The special mass took place after a memorial march from Malakia to Saint Theresa Kator Cathedral where mourners wearing black remembered the dead by walking through Juba with “candles of peace.”
At one point during the mass, South Sudanese security personnel entered the church, searching for one of the suspected organizers of the peace march.
In the days prior to the peace protest, security personnel sought to prevent the march from taking place, but it went ahead anyway.
“I think they are misusing power,” the Archbishop told the congregation. “I think we are misusing power, we are overvaluing power, misunderstanding power.”
Lukudu stressed that leaders are mere “servants” who derive their power from the people, not by birthright.

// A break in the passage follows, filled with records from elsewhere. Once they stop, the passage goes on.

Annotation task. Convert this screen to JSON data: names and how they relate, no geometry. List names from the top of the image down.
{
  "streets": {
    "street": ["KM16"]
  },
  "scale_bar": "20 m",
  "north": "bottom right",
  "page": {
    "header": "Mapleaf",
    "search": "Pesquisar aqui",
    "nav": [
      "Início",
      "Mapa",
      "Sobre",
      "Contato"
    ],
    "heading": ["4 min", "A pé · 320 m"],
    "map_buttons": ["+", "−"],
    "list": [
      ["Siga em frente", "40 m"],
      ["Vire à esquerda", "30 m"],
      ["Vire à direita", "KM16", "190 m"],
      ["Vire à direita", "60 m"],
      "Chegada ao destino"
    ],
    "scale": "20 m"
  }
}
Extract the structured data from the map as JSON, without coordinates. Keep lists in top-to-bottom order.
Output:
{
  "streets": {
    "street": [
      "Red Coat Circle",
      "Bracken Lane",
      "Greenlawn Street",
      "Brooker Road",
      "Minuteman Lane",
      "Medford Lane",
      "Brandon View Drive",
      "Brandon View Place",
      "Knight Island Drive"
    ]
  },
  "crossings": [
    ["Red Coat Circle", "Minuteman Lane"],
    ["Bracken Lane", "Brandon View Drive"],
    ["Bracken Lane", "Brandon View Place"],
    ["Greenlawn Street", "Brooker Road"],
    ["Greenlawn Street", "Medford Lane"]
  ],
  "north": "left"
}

“Power is a humble gift of service to the people at large through the voice of the people for some specific period of time and not forever,” he said. “It is not a thing of my village. Power is not from my village. It is not from my father. It is a vocation.”
Archbishop Lukudu cited the Pope in Rome as an example of a leader who views power appropriately.
“Our Holy Father the Pope generally calls himself the servant of the servants of God,” he explained. “He is the top leadership in the faith and the Pope calls himself ‘servant.’ Very correct. Leadership is not yours.”
‘We have ethnic problems’
The church leader went on to say that South Sudanese citizens must accept that they are divided by ethnicity.
“My brothers and sisters, at times we seem just to be burying our heads in the sand and we do not want to accept some realities of our situation,” he said.
“We need to recognize that we have a problem. We have tribal problems. We have ethnic problems.”
He said the problem of tribalism can only be addressed if it is acknowledged first.
“We must accept [our problems],” he said. “Then we should be able to address them peacefully, honestly, and correctly…rather than hiding them.”
The church elder closed his sermon by encouraging South Sudanese to begin reconciliation.
“Let us have the courage to say, ‘I forgive you. I am sorry. Forgive me, and I’ll forgive you,’ ” he said.
“Let us forgive one another, forgive and pardon, give and receive, so that we can be forgiven in this country…so we can begin a new life. Enough is enough, let us not again be bitter towards one another, we don’t want again to fight and kill ourselves.”